SOURCE MATERIAL:
⟨

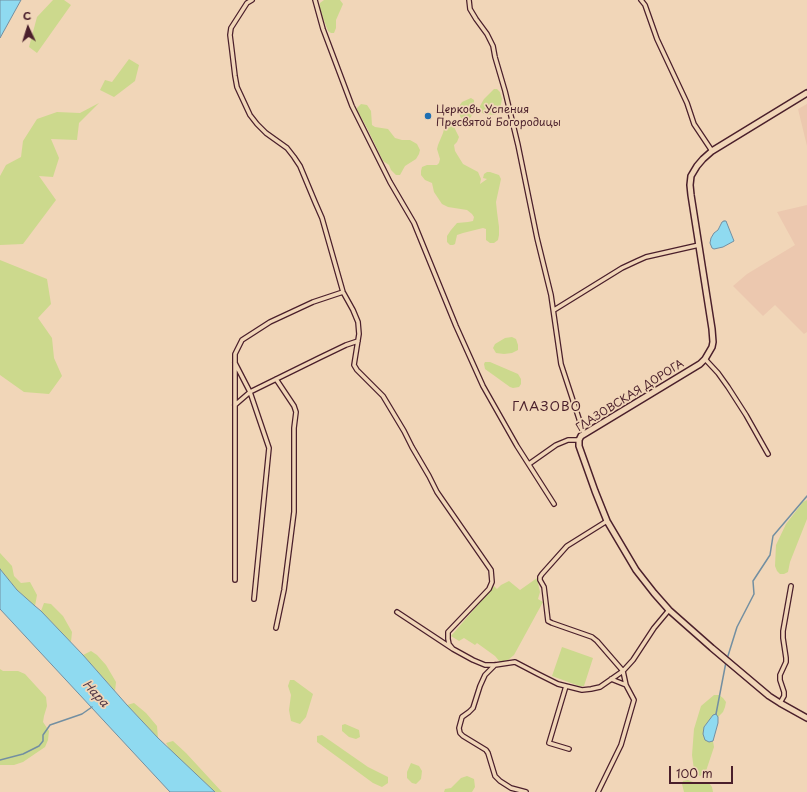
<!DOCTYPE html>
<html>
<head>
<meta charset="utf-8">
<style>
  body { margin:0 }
  #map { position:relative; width:807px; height:792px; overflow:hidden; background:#f1d6b8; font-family:"Playpen Sans",sans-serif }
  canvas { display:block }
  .north { position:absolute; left:8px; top:8px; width:40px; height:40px; -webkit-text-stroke:3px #f1d6b8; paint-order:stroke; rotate:356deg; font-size:11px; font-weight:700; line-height:16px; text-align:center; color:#4a1f2b }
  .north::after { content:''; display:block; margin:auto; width:14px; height:18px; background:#4a1f2b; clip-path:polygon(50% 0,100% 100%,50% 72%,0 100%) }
  .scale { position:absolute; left:669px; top:766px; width:64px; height:18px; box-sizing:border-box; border:2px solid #4a1f2b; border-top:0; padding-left:5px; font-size:12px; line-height:14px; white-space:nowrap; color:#4a1f2b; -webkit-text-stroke:3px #f1d6b8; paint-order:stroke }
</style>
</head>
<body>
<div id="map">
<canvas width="807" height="792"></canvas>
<div class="north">С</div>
<div class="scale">100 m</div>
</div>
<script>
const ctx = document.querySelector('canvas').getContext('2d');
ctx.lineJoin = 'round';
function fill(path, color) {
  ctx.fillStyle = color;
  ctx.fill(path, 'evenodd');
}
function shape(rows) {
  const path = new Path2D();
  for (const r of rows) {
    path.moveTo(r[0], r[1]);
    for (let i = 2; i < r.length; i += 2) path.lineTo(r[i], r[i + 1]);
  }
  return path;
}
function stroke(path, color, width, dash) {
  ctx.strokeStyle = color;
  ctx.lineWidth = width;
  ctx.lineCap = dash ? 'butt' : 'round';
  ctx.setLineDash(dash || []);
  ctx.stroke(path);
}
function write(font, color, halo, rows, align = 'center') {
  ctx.font = font + ' "Playpen Sans",sans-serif';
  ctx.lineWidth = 3.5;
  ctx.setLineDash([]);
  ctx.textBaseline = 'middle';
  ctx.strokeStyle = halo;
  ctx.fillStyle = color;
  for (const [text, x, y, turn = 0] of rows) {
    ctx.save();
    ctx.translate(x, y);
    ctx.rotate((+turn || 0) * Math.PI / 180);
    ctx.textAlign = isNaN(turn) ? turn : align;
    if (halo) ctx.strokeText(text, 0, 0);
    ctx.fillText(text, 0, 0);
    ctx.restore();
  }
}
const built = shape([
  [807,104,807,146,798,109],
  [807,205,807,332,804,334,775,305,763,316,733,286,747,274,795,245,777,212]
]);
const green = shape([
  [53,0,64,0,71,5,37,53,29,47,37,17],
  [324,0,340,0,343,4,336,20,336,28,334,33,331,33,328,31,320,10,320,3],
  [129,59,139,65,135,81,114,97,100,90,105,80,112,82],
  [494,89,497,89,500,92,502,99,500,109,498,113,495,115,484,114,480,111,480,106,484,99],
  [471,98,474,100,474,109,471,117,469,119,465,120,461,118,457,109,462,102],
  [99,103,79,123,77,140,51,139,59,158,53,177,39,176,56,200,23,244,0,245,0,176,6,165,21,157,23,141,37,119,57,112,80,113],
  [361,104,367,105,371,111,372,125,375,127,388,129,395,138,402,140,410,140,417,144,420,150,419,154,416,159,405,166,400,175,396,175,391,170,389,165,383,161,367,128,357,110,357,108],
  [451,124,454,127,459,137,457,142,454,145,455,151,463,164,478,172,481,179,480,184,487,179,483,178,484,174,487,172,490,172,499,175,501,179,496,202,497,212,499,227,499,235,498,240,494,243,490,243,486,240,486,229,483,228,463,233,457,235,455,244,453,245,450,245,447,242,447,236,451,230,457,223,468,222,473,221,474,217,472,214,467,210,448,207,442,204,434,192,432,183,425,180,421,175,421,171,422,167,427,165,437,165,439,163,440,159,437,149,438,145,443,133,445,125],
  [0,260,47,279,51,304,38,318,52,338,54,358,62,376,49,394,24,392,0,375],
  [512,337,516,339,518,345,518,350,512,353,504,354,496,353,493,348,495,344,505,338],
  [485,362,490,362,518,374,521,379,521,384,519,387,513,388,510,387,485,369,484,364],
  [807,500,807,519,790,562,788,572,784,574,780,574,777,571,775,566,776,545,786,524,803,502],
  [0,553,12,566,14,576,21,583,30,582,37,595,35,606,17,590,0,569],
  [537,578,540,592,538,599,543,602,514,655,508,660,500,662,495,656,477,643,475,645,464,638,459,641,451,636,494,586,497,589,501,585,509,581,520,590],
  [44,603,51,604,63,616,72,632,71,642,41,611],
  [562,647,593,658,584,686,579,686,552,676],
  [91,651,97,655,106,665,116,682,115,691,83,655],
  [0,669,3,671,18,671,25,674,46,697,47,706,44,716,43,722,49,731,48,740,45,747,23,762,14,765,0,765],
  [290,680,294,680,313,694,306,717,300,724,291,721,289,710,291,695,288,686],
  [714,695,719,695,723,698,726,702,725,707,723,712,718,717,716,715,713,715,704,727,709,742,713,741,714,747,705,774,700,776,697,774,694,770,692,755,694,729,701,706],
  [134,703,146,713,157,726,158,738,127,705],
  [345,724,359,730,360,737,356,739,349,737,342,731,342,725],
  [322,735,368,767,388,777,388,783,382,787,373,783,317,742,317,736],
  [173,741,186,753,222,792,215,792,170,750,166,743],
  [411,763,419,766,422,771,421,779,416,784,412,783,407,778,407,772],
  [467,776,474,779,475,787,472,792,444,792,445,789,451,788,461,778],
  [688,780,693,782,700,784,709,783,712,787,713,792,684,792,682,784,683,781]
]);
const water = shape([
  [0,0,21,0,0,38,0,0],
  [724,221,726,221,734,241,723,247,714,249,712,248,710,243,711,238,714,233,718,230,722,222,724,221],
  [0,569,17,590,35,606,41,611,83,655,127,705,158,738,215,792,170,792,0,609,0,569],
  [716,714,718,717,718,723,713,741,709,742,705,740,703,734,704,727,713,715,716,714]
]);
const stream = shape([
  [727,659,737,627,754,594,753,581,770,555,773,536,807,496],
  [716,714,726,662],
  [0,760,23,754,39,746,43,741,43,735,50,725,82,714,92,707]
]);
const street = shape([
  [252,0,247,3,231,28,230,35,232,51,235,76,237,87,250,115,257,124,266,133,287,148,294,157,300,166,315,202,322,218,343,292,353,310,358,322,359,334,354,365,357,370,383,396,404,431,412,447,429,476,437,492,491,570,492,582,489,589,448,632,448,639,449,644,453,649],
  [315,0,323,29,352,106,390,182,414,223,456,326,483,386,517,446,554,504],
  [469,0,470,9,476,19,487,34,493,46,495,57,505,91,518,145,537,238,551,295,561,364,584,434],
  [641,0,645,5,657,39,687,103,694,124,712,151],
  [554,310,622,268,637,261,646,257,699,245],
  [705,359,718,373,728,387,746,415,768,454],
  [235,363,250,392,269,448,254,599],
  [235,405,250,392,319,358,346,345,358,341],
  [529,464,556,445,568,440,579,440],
  [235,580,235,354,242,340,270,322,313,302,343,292],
  [397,612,453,649,473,660,485,665,495,665,515,662,538,674,558,684,582,690,591,689,600,687,623,671,633,660,654,628,669,610],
  [276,628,284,590,294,512,294,428,296,412,294,406,276,379],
  [495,665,485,675,480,686,473,708,469,712,462,717,459,728,460,733,463,736,486,750,488,753,495,776,500,781,511,788,526,792],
  [611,679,626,685],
  [566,686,549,743,569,749],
  [780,703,784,696,784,692,780,680,780,675,786,662,786,658,783,638,783,631,791,586],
  [598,792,621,745,634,700,626,685,623,671,597,641,592,637,552,623,548,621,544,587,540,580,540,577,542,574,567,546,607,521]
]);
const secondary = shape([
  [807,93,712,151,703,159,697,166,691,176,690,185,691,195,712,329,713,342,712,347,705,359,700,364,581,436,579,440,579,446,595,491,607,521,636,570,654,593,669,610,712,648,769,696,780,703,807,718]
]);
const markers = [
  [428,116,4,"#1f6fb2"]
];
const poiNames = [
  ["Церковь Успения",436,110],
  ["Пресвятой Богородицы",436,123]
];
const streetNames = [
  ["ГЛАЗОВСКАЯ ДОРОГА",630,396,-32]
];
const waterNames = [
  ["Нара",95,694,47]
];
const quarterNames = [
  ["ГЛАЗОВО",547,407]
];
fill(built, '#ecc8af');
fill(green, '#ccd98d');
fill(water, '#8fdaf0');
stroke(water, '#738fa1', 1);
stroke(stream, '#738fa1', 1.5);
stroke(street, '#4a1f2b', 6);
stroke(secondary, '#4a1f2b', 8);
stroke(street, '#f1d6b8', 3.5);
stroke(secondary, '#f1d6b8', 5);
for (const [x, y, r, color] of markers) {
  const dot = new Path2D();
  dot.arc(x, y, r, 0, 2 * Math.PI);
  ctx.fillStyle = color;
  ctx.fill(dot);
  stroke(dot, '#f1d6b8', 1.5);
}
write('11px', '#4a1f2b', '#f1d6b8', poiNames, 'left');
write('11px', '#4a1f2b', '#f1d6b8', streetNames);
write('italic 12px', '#543b49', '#f1d6b8', waterNames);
ctx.letterSpacing = '1px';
write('13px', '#4a1f2b', '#f1d6b8', quarterNames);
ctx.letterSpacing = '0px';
</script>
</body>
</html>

⟩

In the records, find every line that has the string "rows" and copy it.

function shape(rows) {
  for (const r of rows) {
function write(font, color, halo, rows, align = 'center') {
  for (const [text, x, y, turn = 0] of rows) {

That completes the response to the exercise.